Né Jean Alexandre le 27 septembre 1887 à 20h à Paris 10e
Selon acte n° 4353 – Archives de Paris en ligne – V4 E 6298 – vue 8/31

Décédé le 8 mars 1936 à Paris

 

 

A 23 ans, il fonde sa maison de haute-couture

Un acheteur lui ouvre les portes des USA

Son expérience de la guerre renforce son humanisme

Des créations novatrices aussi pour le monde du sport

Créateur de modernité entre vêtement et parfum

 

 

A 23 ans, il fonde sa maison de haute-couture

Pendant un temps, Jean Patou travaille dans la chamoiserie que dirige son père dans l’Oise, avant d’aller apprendre le métier de fourreur auprès d’un oncle. De cette expérience naît son intérêt pour la mode.

A 23 ans, il ouvre une maison de haute-couture à Paris en 1910 où il intègre un atelier de fourrure. L’affaire échoue pour des raisons financières, mais Jean Patou renouvelle l’initiative en ouvrant en 1912, la Maison Parry. Il s’agit d’un petit salon de couture situé au Rond-Point des Champs-Elysées.

Il ne copie pas totalement la mode du moment mais lance de nouvelles tendances à contre-courant. Ainsi, sa première et modeste collection propose nombre de vestes alors que la mode est aux manteaux. Même si sa production est loin de rivaliser avec les grands couturiers, Jean Patou parvient à séduire actrices et demi-mondaines telles Êve Lavallière, Geneviève Lantelme…

 

Un acheteur lui ouvre les portes des USA

L’opportunité lui vient en 1913, quand un acheteur américain venu acquérir quelques modèles, repart finalement avec toute la collection. Cette achat réconforte les finances de la Maison Parry et lui ouvre les portes des Etats-Unis.

Ainsi encouragé, Jean Patou déménage et s’agrandit.

Il installe près de la place de la Concorde. Dans sa maison de couture qu’il nomme désormais Jean Patou et Cie, ateliers, bureaux et salons s’y trouvent rassemblés.
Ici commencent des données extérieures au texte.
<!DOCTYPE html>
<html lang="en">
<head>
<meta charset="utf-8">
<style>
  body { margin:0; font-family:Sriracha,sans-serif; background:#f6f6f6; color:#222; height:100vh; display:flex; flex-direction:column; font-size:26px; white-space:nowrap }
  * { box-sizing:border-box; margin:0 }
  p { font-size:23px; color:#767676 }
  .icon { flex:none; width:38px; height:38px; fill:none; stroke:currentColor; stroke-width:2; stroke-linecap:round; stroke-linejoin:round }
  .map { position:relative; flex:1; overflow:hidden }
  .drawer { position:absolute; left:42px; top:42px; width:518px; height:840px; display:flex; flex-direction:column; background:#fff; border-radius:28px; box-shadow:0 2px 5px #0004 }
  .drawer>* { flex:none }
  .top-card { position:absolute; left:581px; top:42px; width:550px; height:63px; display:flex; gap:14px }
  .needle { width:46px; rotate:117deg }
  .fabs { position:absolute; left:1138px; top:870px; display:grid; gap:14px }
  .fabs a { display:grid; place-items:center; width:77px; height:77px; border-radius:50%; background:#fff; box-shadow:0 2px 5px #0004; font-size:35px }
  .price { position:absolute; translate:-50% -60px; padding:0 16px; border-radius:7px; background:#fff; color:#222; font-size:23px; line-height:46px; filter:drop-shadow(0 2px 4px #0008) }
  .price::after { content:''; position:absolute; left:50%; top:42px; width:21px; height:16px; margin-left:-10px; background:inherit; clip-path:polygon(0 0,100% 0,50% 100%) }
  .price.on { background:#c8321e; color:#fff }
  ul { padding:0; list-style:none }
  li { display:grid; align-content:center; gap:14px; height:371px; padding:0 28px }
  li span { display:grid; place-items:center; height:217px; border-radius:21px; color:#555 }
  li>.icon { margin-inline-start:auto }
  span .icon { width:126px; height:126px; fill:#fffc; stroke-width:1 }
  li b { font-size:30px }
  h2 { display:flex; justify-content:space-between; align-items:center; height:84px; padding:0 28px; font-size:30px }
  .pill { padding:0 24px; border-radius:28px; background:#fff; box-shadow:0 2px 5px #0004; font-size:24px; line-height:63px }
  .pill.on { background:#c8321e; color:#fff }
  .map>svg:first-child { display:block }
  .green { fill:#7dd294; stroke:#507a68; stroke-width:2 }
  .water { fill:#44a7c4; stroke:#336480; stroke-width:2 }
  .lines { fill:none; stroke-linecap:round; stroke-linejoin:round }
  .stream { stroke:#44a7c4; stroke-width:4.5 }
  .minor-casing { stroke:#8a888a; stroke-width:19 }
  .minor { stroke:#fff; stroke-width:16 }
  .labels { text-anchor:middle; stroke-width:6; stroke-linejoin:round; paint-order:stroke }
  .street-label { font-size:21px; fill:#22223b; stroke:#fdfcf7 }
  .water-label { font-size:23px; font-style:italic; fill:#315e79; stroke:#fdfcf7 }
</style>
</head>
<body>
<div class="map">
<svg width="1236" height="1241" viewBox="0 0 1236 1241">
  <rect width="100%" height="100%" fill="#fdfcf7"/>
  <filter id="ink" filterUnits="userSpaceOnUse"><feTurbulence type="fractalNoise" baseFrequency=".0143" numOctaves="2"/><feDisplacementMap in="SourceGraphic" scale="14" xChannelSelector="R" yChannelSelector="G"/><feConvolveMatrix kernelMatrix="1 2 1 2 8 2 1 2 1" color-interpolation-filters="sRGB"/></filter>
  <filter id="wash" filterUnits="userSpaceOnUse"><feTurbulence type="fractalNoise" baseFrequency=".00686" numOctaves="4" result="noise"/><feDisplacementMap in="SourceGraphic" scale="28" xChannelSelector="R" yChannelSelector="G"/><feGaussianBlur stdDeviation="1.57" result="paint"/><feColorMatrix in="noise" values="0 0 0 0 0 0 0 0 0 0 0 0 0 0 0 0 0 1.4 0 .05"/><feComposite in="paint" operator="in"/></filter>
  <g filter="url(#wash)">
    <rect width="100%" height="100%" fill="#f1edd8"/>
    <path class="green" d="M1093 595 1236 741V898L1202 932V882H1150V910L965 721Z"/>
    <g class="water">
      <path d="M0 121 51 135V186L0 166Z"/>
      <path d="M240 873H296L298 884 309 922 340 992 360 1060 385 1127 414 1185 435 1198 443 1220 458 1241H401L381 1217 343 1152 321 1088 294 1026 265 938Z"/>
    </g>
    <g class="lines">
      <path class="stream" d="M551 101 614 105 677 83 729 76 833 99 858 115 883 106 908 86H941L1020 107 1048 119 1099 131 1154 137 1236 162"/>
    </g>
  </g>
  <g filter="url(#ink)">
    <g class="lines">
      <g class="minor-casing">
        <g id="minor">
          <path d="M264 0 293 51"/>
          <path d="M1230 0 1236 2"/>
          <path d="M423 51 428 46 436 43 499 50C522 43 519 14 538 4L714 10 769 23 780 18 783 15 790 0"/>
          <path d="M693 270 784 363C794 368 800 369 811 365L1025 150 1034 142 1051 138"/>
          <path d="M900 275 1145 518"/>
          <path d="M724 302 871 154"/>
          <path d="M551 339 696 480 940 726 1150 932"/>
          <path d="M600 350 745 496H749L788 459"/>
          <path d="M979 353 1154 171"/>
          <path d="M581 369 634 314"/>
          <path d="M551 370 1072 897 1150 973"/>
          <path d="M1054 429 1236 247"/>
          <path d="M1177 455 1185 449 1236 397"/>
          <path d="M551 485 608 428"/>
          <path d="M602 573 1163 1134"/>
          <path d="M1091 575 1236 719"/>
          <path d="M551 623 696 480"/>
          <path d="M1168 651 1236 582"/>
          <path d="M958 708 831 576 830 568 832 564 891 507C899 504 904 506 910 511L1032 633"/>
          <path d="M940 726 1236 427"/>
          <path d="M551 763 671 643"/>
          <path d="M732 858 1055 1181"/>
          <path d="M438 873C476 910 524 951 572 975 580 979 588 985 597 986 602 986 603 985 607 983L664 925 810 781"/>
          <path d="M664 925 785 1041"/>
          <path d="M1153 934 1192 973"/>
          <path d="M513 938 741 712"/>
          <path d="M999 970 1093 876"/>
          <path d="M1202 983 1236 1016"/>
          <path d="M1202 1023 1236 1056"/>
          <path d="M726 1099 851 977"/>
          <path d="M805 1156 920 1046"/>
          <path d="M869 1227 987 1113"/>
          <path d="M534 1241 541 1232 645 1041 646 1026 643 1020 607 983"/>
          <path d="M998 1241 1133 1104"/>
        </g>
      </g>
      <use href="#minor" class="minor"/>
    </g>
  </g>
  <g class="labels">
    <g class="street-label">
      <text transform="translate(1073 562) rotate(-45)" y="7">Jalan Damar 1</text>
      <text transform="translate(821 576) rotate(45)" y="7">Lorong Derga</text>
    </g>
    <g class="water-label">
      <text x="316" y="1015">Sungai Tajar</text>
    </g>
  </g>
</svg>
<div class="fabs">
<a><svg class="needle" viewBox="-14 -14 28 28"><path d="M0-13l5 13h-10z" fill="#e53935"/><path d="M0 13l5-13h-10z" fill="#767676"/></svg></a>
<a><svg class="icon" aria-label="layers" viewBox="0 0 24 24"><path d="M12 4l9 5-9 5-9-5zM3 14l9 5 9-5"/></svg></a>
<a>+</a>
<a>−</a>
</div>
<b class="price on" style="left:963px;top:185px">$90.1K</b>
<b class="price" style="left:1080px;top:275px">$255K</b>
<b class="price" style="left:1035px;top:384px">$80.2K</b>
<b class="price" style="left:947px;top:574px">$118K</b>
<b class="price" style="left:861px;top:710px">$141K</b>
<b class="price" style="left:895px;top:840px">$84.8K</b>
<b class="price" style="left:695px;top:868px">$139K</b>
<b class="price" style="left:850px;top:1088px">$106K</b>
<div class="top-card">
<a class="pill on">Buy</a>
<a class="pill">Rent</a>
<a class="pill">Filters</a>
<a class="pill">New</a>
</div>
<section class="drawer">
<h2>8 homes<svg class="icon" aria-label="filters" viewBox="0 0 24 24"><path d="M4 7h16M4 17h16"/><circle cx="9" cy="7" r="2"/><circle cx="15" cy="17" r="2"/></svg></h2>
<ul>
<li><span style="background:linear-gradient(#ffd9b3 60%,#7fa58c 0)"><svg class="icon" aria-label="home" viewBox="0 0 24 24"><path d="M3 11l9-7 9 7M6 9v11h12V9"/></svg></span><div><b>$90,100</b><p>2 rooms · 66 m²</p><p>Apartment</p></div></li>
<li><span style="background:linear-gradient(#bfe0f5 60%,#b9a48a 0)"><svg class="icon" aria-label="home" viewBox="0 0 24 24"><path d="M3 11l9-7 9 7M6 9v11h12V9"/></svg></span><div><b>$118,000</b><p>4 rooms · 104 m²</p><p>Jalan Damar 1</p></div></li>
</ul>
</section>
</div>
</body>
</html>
Mais au moment de présenter sa première collection, le couturier est mobilisé pour le front en 1914 et n’en revient qu’en 1919 après avoir participé à la Première Guerre mondiale en tant que capitaine d’un régiment de zouaves de l’armée d’Orient basé aux Dardanelles.

 

Son expérience de la guerre renforce son humanisme

Ce qu’il y a vécu lui donne une nouvelle vision des relations humaines qu’il applique dans la gestion de sa maison de couture. Pour se consacrer à son rôle de directeur artistique tout en se nourrissant du travail en équipe, il s’entoure de collaborateurs spécialisés. Il veille aussi au bien-être de ses employés par l’attribution d’une mutuelle, et à partir de 1920, de congés payés. Il instaure même un système de délégués au sein de la maison.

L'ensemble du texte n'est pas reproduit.